SOURCE MATERIAL –

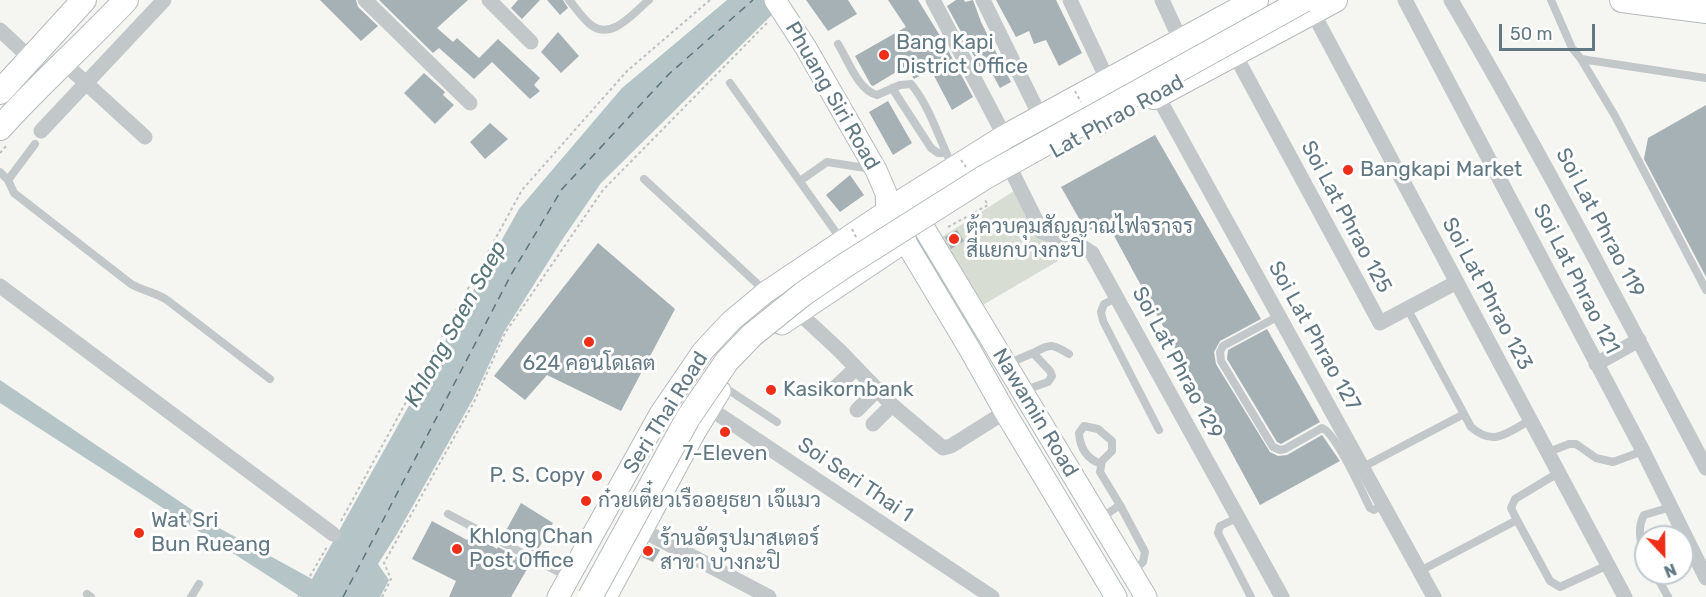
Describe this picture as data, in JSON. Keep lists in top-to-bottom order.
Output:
{
  "streets": {
    "main road": [
      "Phuang Siri Road",
      "Lat Phrao Road",
      "Seri Thai Road",
      "Nawamin Road"
    ],
    "street": [
      "Soi Lat Phrao 125",
      "Soi Lat Phrao 119",
      "Soi Lat Phrao 121",
      "Soi Lat Phrao 123",
      "Soi Lat Phrao 127",
      "Soi Lat Phrao 129",
      "Soi Seri Thai 1"
    ]
  },
  "crossings": [
    ["Phuang Siri Road", "Lat Phrao Road"],
    ["Phuang Siri Road", "Seri Thai Road"],
    ["Phuang Siri Road", "Nawamin Road"],
    ["Lat Phrao Road", "Soi Lat Phrao 125"],
    ["Lat Phrao Road", "Soi Lat Phrao 123"],
    ["Lat Phrao Road", "Soi Lat Phrao 127"],
    ["Lat Phrao Road", "Soi Lat Phrao 129"],
    ["Lat Phrao Road", "Seri Thai Road"],
    ["Lat Phrao Road", "Nawamin Road"],
    ["Soi Lat Phrao 125", "Soi Lat Phrao 123"],
    ["Seri Thai Road", "Nawamin Road"],
    ["Seri Thai Road", "Soi Seri Thai 1"]
  ],
  "water": ["Khlong Saen Saep"],
  "places": [
    "Bang Kapi District Office",
    "Bangkapi Market",
    "ตู้ควบคุมสัญญาณไฟจราจร สี่แยกบางกะปิ",
    "624 คอนโดเลต",
    "Kasikornbank",
    "7-Eleven",
    "P. S. Copy",
    "ก๋วยเตี๋ยวเรืออยุธยา เจ๊แมว",
    "Wat Sri Bun Rueang",
    "Khlong Chan Post Office",
    "ร้านอัดรูปมาสเตอร์ สาขา บางกะปิ"
  ],
  "scale_bar": "50 m",
  "north": "bottom"
}
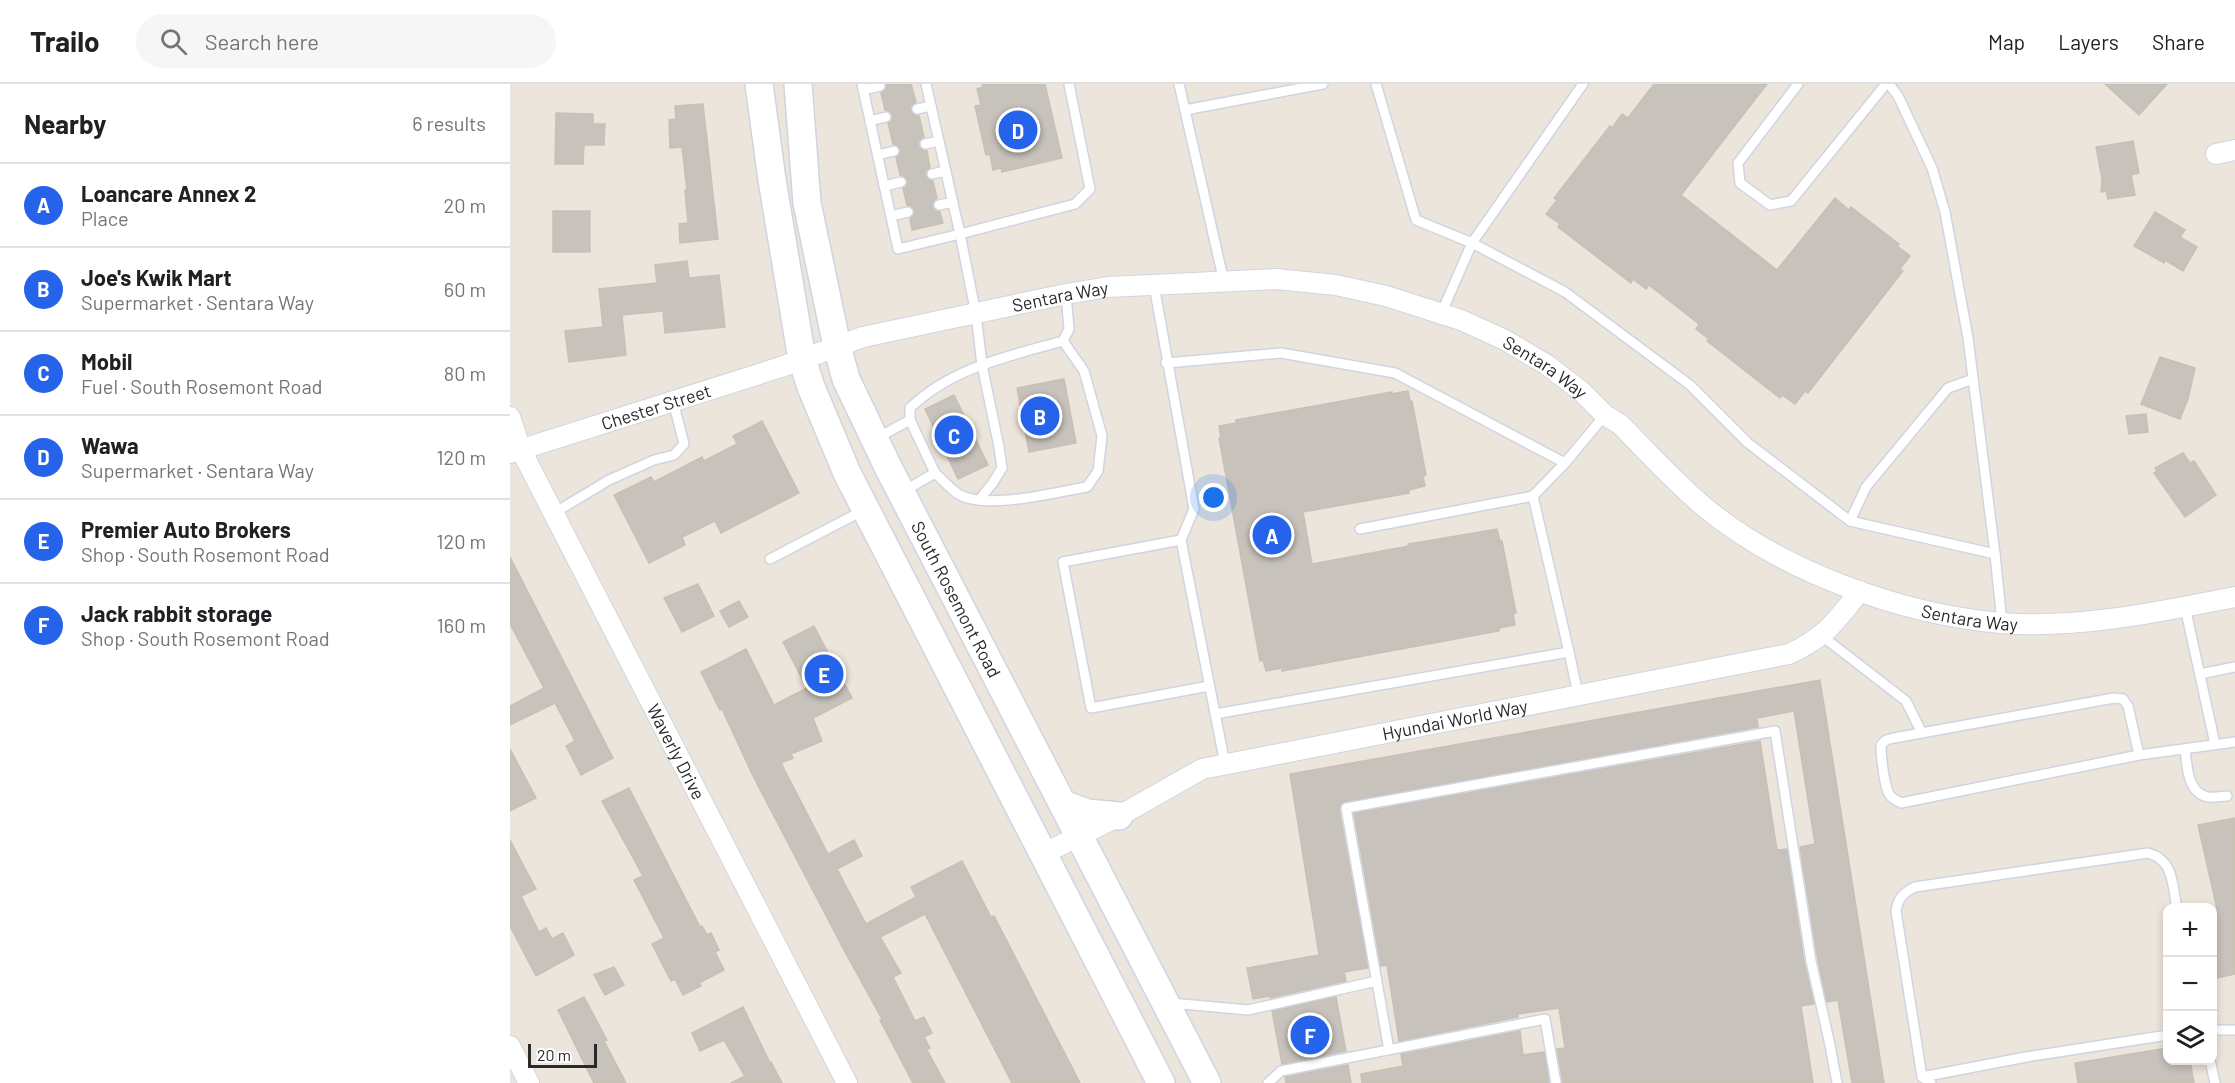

WHAT YOU HAVE TO DO –
Scan the entries above, and wherever a line holds the string "Seri", copy it.

RESPONSE –
      "Seri Thai Road",
      "Soi Seri Thai 1"
    ["Phuang Siri Road", "Seri Thai Road"],
    ["Lat Phrao Road", "Seri Thai Road"],
    ["Seri Thai Road", "Nawamin Road"],
    ["Seri Thai Road", "Soi Seri Thai 1"]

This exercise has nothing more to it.